Collected data:
▬▬▬

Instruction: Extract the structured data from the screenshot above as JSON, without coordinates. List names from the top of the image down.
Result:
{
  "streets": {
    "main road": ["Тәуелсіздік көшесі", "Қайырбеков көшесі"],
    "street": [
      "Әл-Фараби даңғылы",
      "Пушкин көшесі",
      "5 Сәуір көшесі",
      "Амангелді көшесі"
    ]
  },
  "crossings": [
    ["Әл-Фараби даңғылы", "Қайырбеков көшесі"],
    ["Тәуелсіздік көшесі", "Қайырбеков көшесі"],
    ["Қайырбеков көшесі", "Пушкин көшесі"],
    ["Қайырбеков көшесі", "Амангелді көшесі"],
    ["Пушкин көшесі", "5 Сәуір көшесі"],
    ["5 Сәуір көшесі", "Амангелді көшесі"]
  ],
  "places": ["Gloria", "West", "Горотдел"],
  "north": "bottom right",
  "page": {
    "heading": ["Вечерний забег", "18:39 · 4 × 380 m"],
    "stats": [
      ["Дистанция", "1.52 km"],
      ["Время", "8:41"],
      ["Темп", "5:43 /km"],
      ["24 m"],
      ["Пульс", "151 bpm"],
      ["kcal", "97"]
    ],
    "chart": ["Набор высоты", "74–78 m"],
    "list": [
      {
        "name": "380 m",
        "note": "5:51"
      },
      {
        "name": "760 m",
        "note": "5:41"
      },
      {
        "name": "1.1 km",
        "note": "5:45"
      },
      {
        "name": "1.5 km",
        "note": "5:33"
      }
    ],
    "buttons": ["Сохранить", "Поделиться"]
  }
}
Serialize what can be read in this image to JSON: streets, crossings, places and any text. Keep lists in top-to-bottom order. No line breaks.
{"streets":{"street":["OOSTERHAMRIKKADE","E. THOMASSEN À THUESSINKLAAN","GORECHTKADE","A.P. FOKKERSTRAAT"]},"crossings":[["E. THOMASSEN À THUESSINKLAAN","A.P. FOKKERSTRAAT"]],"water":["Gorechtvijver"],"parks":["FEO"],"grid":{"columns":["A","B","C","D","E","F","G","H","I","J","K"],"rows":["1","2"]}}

▬▬▬

TASK DESCRIPTION
Give an exact transcription of the data shown above.

COMPLETED TASK
Instruction: Extract the structured data from the screenshot above as JSON, without coordinates. List names from the top of the image down.
Result:
{
  "streets": {
    "main road": ["Тәуелсіздік көшесі", "Қайырбеков көшесі"],
    "street": [
      "Әл-Фараби даңғылы",
      "Пушкин көшесі",
      "5 Сәуір көшесі",
      "Амангелді көшесі"
    ]
  },
  "crossings": [
    ["Әл-Фараби даңғылы", "Қайырбеков көшесі"],
    ["Тәуелсіздік көшесі", "Қайырбеков көшесі"],
    ["Қайырбеков көшесі", "Пушкин көшесі"],
    ["Қайырбеков көшесі", "Амангелді көшесі"],
    ["Пушкин көшесі", "5 Сәуір көшесі"],
    ["5 Сәуір көшесі", "Амангелді көшесі"]
  ],
  "places": ["Gloria", "West", "Горотдел"],
  "north": "bottom right",
  "page": {
    "heading": ["Вечерний забег", "18:39 · 4 × 380 m"],
    "stats": [
      ["Дистанция", "1.52 km"],
      ["Время", "8:41"],
      ["Темп", "5:43 /km"],
      ["24 m"],
      ["Пульс", "151 bpm"],
      ["kcal", "97"]
    ],
    "chart": ["Набор высоты", "74–78 m"],
    "list": [
      {
        "name": "380 m",
        "note": "5:51"
      },
      {
        "name": "760 m",
        "note": "5:41"
      },
      {
        "name": "1.1 km",
        "note": "5:45"
      },
      {
        "name": "1.5 km",
        "note": "5:33"
      }
    ],
    "buttons": ["Сохранить", "Поделиться"]
  }
}
Serialize what can be read in this image to JSON: streets, crossings, places and any text. Keep lists in top-to-bottom order. No line breaks.
{"streets":{"street":["OOSTERHAMRIKKADE","E. THOMASSEN À THUESSINKLAAN","GORECHTKADE","A.P. FOKKERSTRAAT"]},"crossings":[["E. THOMASSEN À THUESSINKLAAN","A.P. FOKKERSTRAAT"]],"water":["Gorechtvijver"],"parks":["FEO"],"grid":{"columns":["A","B","C","D","E","F","G","H","I","J","K"],"rows":["1","2"]}}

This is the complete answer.